Saved data entries
********

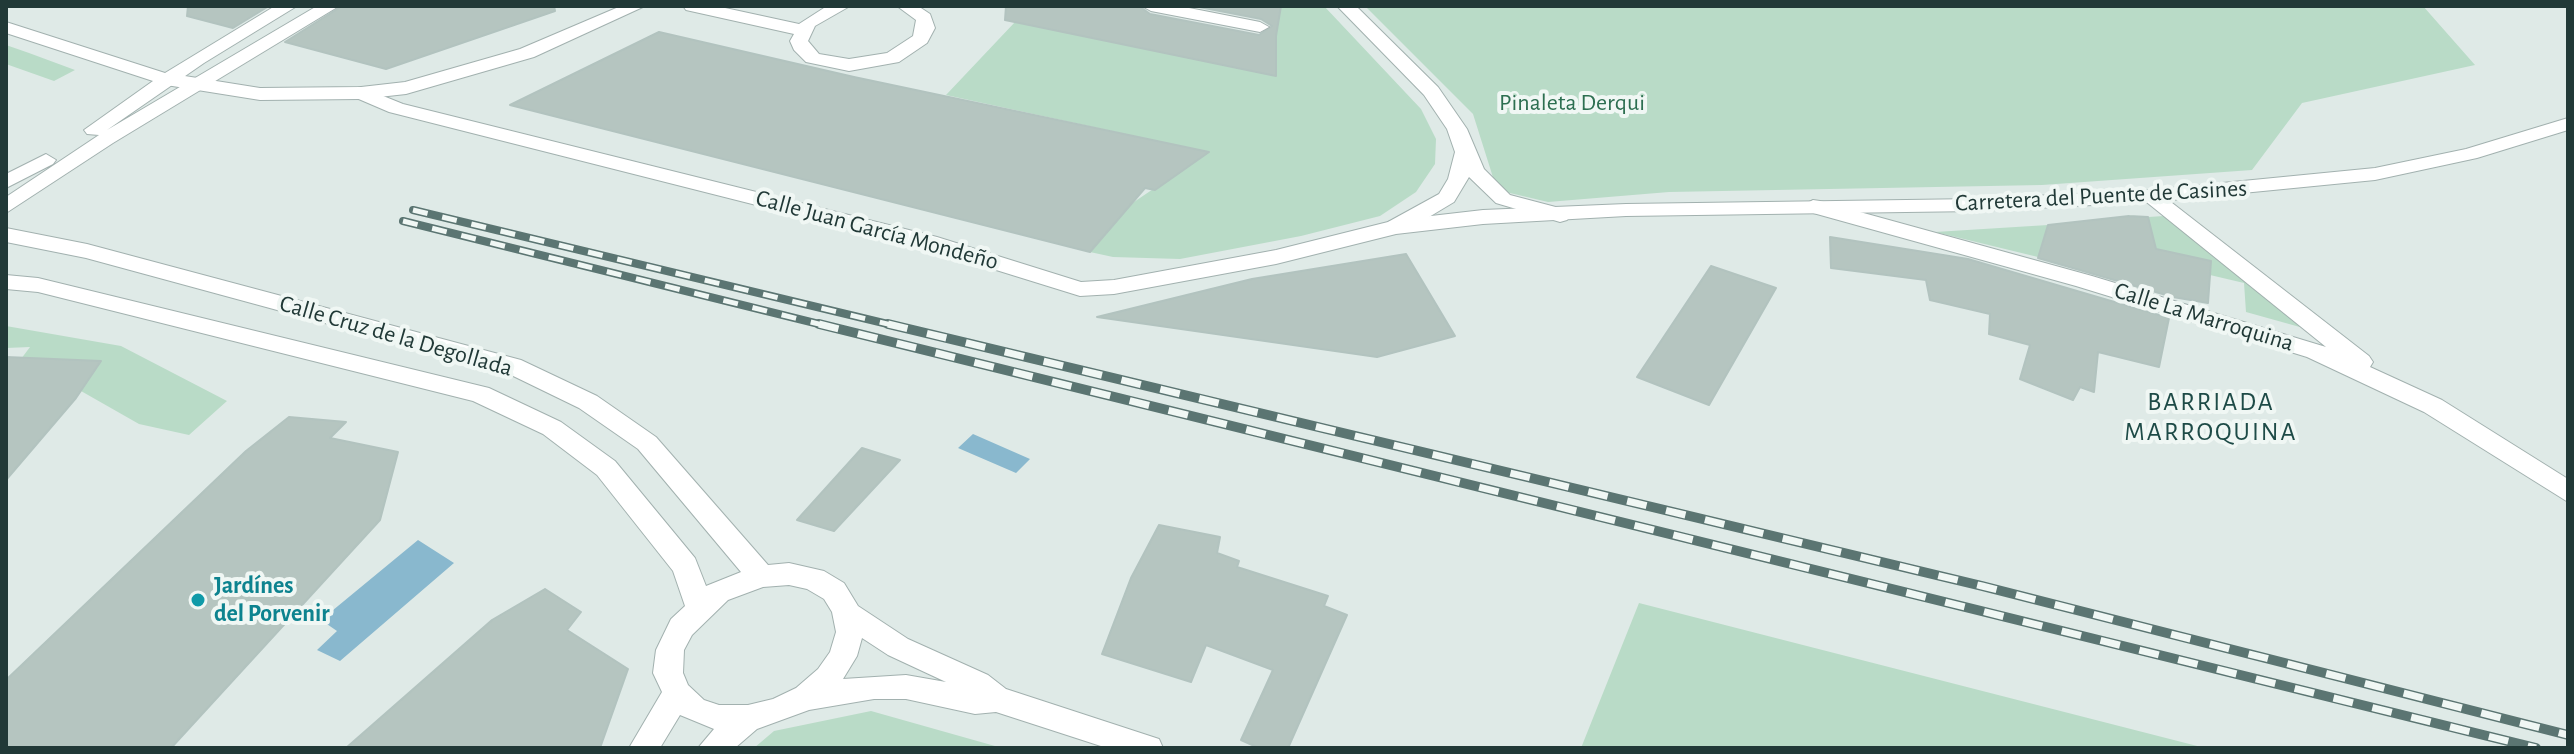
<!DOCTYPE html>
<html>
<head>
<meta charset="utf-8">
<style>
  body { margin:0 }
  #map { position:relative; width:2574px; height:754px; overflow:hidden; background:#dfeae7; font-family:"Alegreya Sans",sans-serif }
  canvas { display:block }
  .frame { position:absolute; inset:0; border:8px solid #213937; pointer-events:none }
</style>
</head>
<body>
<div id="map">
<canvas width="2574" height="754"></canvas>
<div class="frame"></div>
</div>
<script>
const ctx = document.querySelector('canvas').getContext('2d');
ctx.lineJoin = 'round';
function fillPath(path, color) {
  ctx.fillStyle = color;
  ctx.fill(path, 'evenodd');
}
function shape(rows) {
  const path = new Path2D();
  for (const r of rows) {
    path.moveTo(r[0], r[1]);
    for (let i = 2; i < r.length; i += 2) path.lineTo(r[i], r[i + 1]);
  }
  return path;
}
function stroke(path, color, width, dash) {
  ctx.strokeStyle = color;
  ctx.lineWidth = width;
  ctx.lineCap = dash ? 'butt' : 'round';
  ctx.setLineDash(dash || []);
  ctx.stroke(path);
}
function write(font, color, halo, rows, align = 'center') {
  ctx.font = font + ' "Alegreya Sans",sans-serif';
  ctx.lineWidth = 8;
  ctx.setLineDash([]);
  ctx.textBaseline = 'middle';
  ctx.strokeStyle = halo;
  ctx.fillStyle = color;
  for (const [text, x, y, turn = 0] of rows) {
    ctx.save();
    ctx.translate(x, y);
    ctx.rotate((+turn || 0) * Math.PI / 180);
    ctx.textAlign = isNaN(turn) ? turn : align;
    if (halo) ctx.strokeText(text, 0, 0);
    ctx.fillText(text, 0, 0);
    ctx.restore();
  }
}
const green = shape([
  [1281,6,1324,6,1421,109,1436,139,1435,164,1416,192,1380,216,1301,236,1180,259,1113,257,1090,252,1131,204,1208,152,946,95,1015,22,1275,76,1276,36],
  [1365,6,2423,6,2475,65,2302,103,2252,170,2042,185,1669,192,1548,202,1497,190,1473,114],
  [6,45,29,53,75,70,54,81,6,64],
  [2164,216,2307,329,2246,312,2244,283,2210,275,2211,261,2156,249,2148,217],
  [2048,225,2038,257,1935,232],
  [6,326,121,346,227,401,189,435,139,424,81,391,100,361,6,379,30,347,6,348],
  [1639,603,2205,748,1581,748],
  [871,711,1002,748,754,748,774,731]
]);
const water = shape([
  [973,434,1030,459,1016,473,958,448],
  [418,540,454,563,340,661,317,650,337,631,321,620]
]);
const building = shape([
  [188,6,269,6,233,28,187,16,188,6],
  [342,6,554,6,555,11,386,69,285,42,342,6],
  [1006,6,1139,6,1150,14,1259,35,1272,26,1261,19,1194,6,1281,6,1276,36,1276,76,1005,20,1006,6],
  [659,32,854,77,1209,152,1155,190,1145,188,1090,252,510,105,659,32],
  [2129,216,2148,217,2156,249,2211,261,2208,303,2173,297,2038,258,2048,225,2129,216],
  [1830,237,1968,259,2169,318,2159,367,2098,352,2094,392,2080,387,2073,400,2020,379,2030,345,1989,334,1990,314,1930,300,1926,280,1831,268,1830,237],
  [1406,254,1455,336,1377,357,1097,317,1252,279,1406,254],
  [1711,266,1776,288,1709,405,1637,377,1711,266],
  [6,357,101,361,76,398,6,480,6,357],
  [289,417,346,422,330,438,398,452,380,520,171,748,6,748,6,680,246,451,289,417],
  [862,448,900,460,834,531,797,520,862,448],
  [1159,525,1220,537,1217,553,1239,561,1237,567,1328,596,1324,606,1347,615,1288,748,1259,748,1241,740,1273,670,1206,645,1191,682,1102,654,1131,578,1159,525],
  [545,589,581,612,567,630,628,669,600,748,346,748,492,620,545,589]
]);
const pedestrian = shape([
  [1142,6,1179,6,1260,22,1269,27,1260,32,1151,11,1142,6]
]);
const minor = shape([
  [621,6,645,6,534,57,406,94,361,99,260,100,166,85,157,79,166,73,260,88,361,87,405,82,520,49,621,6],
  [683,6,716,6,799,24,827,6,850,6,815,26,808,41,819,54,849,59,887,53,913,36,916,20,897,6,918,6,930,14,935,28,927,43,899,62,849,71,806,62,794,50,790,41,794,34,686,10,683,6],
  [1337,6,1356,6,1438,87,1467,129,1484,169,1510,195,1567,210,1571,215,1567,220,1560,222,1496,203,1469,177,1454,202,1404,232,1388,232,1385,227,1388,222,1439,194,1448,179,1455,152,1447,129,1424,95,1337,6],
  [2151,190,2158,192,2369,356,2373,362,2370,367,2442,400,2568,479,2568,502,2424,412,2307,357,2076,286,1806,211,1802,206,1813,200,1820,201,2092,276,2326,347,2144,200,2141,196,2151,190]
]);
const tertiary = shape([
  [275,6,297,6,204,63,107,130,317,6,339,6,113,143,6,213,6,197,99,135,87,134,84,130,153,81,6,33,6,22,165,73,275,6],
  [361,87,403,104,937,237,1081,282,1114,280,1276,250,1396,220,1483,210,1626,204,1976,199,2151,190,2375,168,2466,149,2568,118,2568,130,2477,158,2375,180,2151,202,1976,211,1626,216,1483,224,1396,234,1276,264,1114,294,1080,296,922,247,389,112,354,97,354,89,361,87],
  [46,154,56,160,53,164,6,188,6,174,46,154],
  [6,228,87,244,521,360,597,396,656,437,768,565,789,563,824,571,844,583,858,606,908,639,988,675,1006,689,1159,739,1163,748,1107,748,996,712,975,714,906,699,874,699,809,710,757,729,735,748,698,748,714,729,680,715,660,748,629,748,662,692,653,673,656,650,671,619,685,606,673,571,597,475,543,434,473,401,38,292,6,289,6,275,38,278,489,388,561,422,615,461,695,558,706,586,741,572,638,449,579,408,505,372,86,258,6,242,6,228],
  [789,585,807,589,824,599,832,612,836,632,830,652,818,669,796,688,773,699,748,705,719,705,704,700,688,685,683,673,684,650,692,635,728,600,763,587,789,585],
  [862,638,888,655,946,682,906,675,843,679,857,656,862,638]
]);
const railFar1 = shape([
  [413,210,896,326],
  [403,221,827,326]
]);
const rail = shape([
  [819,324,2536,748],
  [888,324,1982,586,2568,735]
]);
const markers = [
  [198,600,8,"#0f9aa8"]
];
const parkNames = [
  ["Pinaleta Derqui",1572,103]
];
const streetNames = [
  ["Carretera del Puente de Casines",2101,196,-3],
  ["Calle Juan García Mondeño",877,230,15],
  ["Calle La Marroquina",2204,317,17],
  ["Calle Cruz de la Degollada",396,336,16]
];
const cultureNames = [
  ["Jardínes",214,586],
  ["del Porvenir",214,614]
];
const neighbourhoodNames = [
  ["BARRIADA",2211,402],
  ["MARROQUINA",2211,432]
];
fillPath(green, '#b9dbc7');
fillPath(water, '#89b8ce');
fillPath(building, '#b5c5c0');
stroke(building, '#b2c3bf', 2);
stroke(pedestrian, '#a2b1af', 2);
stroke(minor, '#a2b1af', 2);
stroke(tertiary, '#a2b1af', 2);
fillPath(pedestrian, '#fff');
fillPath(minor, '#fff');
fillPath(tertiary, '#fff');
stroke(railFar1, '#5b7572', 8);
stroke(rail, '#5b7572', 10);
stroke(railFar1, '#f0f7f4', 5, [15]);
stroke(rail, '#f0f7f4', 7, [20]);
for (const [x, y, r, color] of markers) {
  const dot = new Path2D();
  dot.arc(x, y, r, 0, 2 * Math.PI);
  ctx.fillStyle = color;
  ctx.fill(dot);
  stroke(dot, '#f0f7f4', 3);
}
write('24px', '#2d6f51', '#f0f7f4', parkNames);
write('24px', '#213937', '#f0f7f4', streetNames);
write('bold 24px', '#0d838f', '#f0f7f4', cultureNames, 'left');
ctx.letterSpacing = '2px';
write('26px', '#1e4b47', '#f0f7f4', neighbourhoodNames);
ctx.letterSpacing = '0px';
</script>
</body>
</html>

********

What is required => Find the lines above with the word "position". Copy them out.

Output =>
  #map { position:relative; width:2574px; height:754px; overflow:hidden; background:#dfeae7; font-family:"Alegreya Sans",sans-serif }
  .frame { position:absolute; inset:0; border:8px solid #213937; pointer-events:none }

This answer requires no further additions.